When Senator Chris Dodd (D-CT) decided recently to remain chairman of the Senate Banking Committee you could hear the financial industry lobbyists let out a collective groan.

It was Dodd who earlier this year championed credit card reform in Congress, helping to pass a bill, then signed by President Obama, to end the abusive and deceptive practices of the credit card companies.

Now Senator Dodd is gearing up to take on the banks on several fronts including overdraft fees, consumer financial protection and regulatory reform.

The Washington Post reported Monday that Sen. Dodd plans to introduce legislation to rein in bank overdraft fees.

A backlash is brewing on Capitol Hill against banks that charge large fees for overdrafts without asking or telling customers, the latest sign that the financial crisis is shifting the balance of power from banks toward borrowers.

Sen. Christopher J. Dodd (D-Conn.) plans to introduce legislation requiring banks to get permission from customers, rather than allowing overdrafts automatically. If customers decline and then try to overspend, the transaction would be rejected. A similar bill is pending in the House.

With the rapid expansion of bank debit card use in recent years, banks have found it highly profitable to automatically allow most debit transactions to process regardless of whether sufficient funds are available in the account, then charge the customer anywhere from $10 to upwards of $30 per overdraft.

In an announcement Dodd added:

Some banks maximize penalties by processing the largest purchases a customer makes first, draining accounts faster and creating the potential for multiple fees on multiple smaller purchases. Even on point of sale transactions, such as debit card or ATM transactions, banks do not notify the customer when they are withdrawing against insufficient funds. As a result, customers can unknowingly be charged hundreds of dollars in fees for only overdrawing their account on a few small purchases.

As evidence that the tide is beginning to turn against the unfettered power of the banks, even before Sen. Dodd’s legislation is introduced, major banks are scurrying to try to cover themselves.

Yesterday The New York Times reported

Bank of America and JPMorgan Chase, two of the nation’s biggest banks, announced plans on Tuesday to drastically overhaul their debit card programs by lowering or eliminating fees, changing the way they credit transactions and allowing customers to opt out of overdraft protection.
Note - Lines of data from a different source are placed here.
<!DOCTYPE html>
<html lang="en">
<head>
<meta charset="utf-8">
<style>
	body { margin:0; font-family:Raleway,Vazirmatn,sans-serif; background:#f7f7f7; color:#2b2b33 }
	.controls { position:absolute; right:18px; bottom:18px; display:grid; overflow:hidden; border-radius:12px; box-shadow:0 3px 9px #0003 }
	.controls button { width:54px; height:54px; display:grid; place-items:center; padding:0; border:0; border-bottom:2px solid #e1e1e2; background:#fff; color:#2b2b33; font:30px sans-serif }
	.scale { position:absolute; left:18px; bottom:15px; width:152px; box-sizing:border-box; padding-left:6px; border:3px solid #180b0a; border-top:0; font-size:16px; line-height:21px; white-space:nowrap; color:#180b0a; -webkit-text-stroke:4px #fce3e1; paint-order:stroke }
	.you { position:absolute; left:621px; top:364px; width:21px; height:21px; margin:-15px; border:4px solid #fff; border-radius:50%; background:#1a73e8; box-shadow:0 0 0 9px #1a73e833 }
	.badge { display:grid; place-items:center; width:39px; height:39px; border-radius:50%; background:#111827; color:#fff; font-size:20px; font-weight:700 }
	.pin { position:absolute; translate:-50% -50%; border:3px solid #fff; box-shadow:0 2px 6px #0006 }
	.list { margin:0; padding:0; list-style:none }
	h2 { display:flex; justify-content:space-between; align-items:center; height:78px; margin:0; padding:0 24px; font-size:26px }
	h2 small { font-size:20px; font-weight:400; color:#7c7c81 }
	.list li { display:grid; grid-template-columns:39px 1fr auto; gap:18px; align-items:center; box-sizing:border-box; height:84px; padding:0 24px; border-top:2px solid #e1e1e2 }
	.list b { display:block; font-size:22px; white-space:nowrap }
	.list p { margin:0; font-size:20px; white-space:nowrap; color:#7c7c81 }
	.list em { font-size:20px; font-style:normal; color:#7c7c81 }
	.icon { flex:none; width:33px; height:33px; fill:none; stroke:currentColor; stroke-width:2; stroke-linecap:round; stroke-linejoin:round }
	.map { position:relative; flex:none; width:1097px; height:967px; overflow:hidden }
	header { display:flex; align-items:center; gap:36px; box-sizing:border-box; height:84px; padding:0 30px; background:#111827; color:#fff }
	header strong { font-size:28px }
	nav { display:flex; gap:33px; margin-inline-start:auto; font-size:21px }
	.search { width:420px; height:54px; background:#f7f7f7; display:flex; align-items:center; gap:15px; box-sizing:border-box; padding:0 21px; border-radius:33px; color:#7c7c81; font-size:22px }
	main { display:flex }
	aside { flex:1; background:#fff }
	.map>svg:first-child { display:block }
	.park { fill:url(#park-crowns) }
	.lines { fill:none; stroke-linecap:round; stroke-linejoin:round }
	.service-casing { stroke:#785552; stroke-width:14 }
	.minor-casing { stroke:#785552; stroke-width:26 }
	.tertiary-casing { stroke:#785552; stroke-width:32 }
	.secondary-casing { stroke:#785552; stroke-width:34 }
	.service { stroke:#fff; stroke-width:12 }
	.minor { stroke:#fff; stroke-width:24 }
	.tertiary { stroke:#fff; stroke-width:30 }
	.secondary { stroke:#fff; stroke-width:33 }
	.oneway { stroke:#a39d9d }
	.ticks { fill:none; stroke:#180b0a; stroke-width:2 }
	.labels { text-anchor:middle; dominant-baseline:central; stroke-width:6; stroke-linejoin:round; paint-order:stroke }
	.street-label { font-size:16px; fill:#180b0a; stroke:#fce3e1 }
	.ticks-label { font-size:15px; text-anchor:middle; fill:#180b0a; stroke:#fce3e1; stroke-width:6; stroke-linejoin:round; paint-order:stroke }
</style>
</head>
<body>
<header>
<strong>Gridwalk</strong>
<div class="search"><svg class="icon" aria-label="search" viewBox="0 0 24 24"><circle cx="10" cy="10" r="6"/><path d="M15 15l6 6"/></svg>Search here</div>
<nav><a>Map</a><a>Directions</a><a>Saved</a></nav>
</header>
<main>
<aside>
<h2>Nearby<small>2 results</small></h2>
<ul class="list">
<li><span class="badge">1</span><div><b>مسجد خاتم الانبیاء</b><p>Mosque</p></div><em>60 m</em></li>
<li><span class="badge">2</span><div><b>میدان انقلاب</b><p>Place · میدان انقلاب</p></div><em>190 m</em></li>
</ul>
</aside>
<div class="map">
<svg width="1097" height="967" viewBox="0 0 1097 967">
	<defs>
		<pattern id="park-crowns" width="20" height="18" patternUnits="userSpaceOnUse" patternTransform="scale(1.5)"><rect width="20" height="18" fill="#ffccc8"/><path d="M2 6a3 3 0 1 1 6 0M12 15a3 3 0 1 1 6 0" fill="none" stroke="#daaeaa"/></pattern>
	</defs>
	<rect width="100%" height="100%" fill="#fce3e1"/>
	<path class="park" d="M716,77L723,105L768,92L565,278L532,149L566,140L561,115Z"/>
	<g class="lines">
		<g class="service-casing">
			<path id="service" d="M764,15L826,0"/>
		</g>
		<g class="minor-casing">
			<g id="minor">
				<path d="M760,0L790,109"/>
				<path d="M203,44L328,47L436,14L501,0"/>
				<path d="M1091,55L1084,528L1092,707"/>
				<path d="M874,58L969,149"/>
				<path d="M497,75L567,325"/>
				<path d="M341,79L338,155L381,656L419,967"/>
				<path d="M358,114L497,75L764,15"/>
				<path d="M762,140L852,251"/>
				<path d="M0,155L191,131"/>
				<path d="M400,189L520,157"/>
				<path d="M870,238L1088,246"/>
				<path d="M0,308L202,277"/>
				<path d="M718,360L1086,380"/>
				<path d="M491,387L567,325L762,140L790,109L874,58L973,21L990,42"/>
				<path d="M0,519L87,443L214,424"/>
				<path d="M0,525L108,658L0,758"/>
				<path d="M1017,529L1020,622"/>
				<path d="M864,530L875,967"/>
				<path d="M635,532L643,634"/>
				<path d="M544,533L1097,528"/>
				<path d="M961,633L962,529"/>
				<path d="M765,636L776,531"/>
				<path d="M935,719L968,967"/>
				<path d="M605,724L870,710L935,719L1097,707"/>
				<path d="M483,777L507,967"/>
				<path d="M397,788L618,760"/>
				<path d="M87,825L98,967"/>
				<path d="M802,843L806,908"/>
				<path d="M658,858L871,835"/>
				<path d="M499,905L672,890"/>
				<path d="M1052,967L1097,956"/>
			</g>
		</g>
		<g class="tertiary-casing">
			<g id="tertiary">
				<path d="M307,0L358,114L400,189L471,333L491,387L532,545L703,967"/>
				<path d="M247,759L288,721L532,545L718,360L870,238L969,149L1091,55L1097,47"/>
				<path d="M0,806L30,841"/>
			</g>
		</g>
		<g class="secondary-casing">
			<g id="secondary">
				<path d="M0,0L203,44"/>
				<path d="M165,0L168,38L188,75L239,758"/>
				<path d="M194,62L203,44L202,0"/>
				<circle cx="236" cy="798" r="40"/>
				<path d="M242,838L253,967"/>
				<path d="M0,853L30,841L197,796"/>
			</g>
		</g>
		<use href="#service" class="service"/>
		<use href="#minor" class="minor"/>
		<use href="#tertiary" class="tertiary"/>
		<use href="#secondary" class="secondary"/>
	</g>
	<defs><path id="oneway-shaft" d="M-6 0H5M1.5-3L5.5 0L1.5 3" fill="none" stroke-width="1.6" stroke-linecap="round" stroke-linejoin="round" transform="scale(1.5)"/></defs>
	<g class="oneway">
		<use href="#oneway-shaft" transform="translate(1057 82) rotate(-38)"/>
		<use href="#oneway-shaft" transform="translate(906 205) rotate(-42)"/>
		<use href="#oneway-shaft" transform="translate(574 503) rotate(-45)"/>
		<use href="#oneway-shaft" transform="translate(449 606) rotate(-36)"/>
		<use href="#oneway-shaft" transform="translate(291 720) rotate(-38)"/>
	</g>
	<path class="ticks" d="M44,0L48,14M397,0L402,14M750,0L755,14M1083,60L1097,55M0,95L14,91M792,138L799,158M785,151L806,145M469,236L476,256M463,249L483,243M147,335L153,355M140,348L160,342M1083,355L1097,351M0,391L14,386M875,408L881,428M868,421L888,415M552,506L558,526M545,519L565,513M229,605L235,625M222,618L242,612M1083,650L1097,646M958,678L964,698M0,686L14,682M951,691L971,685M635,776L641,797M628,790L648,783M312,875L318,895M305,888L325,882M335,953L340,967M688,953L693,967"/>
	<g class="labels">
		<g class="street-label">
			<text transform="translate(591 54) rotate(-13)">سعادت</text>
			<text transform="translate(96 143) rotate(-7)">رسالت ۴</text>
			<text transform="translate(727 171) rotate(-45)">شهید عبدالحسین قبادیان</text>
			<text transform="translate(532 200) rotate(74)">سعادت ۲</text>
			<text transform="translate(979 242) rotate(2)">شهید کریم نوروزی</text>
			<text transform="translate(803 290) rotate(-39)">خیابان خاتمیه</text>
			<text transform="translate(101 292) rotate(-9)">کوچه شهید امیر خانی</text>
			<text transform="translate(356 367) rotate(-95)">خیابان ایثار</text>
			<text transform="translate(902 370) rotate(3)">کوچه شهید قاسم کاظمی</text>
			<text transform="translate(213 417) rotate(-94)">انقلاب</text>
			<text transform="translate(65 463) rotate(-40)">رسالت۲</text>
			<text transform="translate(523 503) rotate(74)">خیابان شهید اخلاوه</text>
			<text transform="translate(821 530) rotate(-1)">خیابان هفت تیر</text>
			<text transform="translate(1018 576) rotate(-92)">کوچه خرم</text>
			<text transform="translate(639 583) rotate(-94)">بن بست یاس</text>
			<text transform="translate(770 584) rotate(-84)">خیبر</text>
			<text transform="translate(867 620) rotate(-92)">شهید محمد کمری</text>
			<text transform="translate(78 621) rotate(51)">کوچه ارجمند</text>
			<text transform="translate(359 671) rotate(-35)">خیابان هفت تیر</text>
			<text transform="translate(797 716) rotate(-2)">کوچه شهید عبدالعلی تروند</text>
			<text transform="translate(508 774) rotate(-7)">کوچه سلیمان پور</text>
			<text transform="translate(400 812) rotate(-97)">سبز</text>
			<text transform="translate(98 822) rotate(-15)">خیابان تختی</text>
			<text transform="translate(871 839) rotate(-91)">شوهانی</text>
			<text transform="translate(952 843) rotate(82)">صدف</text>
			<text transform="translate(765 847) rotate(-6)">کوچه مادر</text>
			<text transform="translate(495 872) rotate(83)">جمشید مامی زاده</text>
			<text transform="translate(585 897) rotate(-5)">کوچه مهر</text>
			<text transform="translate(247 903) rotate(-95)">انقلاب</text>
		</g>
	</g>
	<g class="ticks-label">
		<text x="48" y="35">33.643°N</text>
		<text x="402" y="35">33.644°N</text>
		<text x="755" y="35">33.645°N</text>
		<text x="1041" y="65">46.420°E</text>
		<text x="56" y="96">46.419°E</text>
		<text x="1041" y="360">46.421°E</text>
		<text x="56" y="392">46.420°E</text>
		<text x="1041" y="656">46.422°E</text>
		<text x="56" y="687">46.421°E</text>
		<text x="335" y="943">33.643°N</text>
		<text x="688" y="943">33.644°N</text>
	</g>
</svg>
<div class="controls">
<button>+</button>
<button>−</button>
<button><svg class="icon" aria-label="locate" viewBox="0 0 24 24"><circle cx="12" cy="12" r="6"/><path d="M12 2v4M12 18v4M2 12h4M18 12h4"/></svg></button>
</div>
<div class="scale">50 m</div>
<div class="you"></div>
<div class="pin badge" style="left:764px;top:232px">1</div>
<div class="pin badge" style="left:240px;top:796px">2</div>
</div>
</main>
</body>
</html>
As part of a broader effort to reform America’s financial regulatory system and make it more effective, Dodd is also busy reviving his push for a new Consumer Financial Protection Agency. And the big business lobby doesn’t like it one bit.

The Chamber of Commerce, the business community’s umbrella group in Washington, recently organized a conference call coordinating some 200 representatives of groups who oppose the legislation. The call doesn’t mention any of the serious problems that led to the financial crisis or why consumer regulation is important. Instead, it follows a “death panel” approach to political discussion: Scare the hell out of everyone.

Dodd has been slamming industry opponents of the plan for months. At a Senate committee hearing earlier this session, referring to a story in the Washington Post, Dodd said:

“When I pick up the morning newspaper and I read the first headline that ‘Fault Lines Emerge and Industry Groups Blast Plan to Create Consumer Agency,’ what planet are you living on? The very people who created the damn mess are the ones now arguing that consumers ought not to be protected. They’re the people who paid this price. And the idea that you’re going to first attack the very clients and customers who depend on you every day is not the place to begin.”

Next Dodd sets his sights on more comprehensive, sweeping regulatory reform.

We can be sure the big boys on Wall Street won’t like that either.